* [Task to carry out]: Below are some entries; state how many of their lines include the word "value" and give no more than that number.

Stored data entries:
>>>>

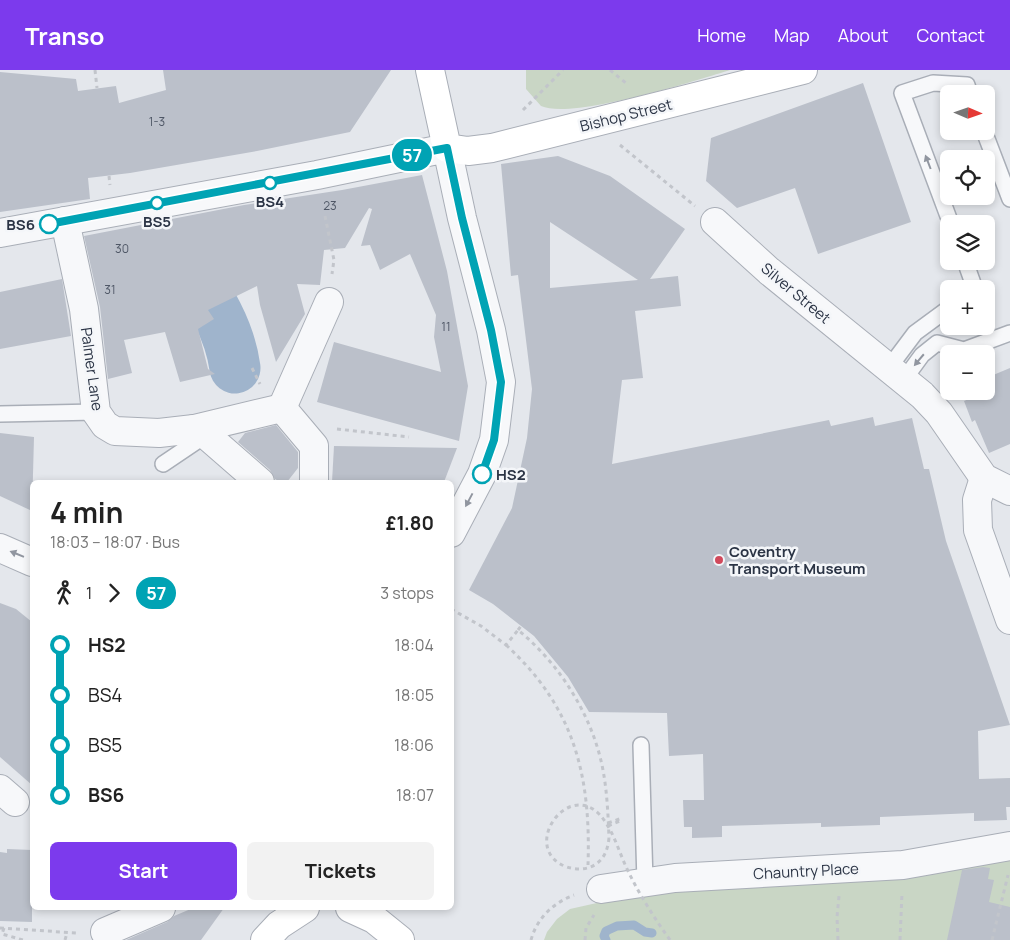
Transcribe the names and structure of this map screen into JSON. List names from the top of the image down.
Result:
{
  "streets": {
    "street": [
      "Bishop Street",
      "Silver Street",
      "Palmer Lane",
      "Chauntry Place"
    ]
  },
  "places": [
    "BS4",
    "BS5",
    "BS6",
    "HS2",
    "Coventry Transport Museum"
  ],
  "lines": ["bus line 57"],
  "house_numbers": [
    "1-3",
    "23",
    "30",
    "31",
    "11"
  ],
  "north": "right",
  "page": {
    "header": "Transo",
    "nav": [
      "Home",
      "Map",
      "About",
      "Contact"
    ],
    "on_map": "57",
    "map_buttons": ["+", "−"],
    "heading": ["4 min", "18:03 – 18:07 · Bus", "£1.80"],
    "legs": ["1", "57", "3 stops"],
    "list": [
      {
        "name": "HS2",
        "value": "18:04"
      },
      {
        "name": "BS4",
        "value": "18:05"
      },
      {
        "name": "BS5",
        "value": "18:06"
      },
      {
        "name": "BS6",
        "value": "18:07"
      }
    ],
    "buttons": ["Start", "Tickets"]
  }
}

<<<<

* [Written reply]: 4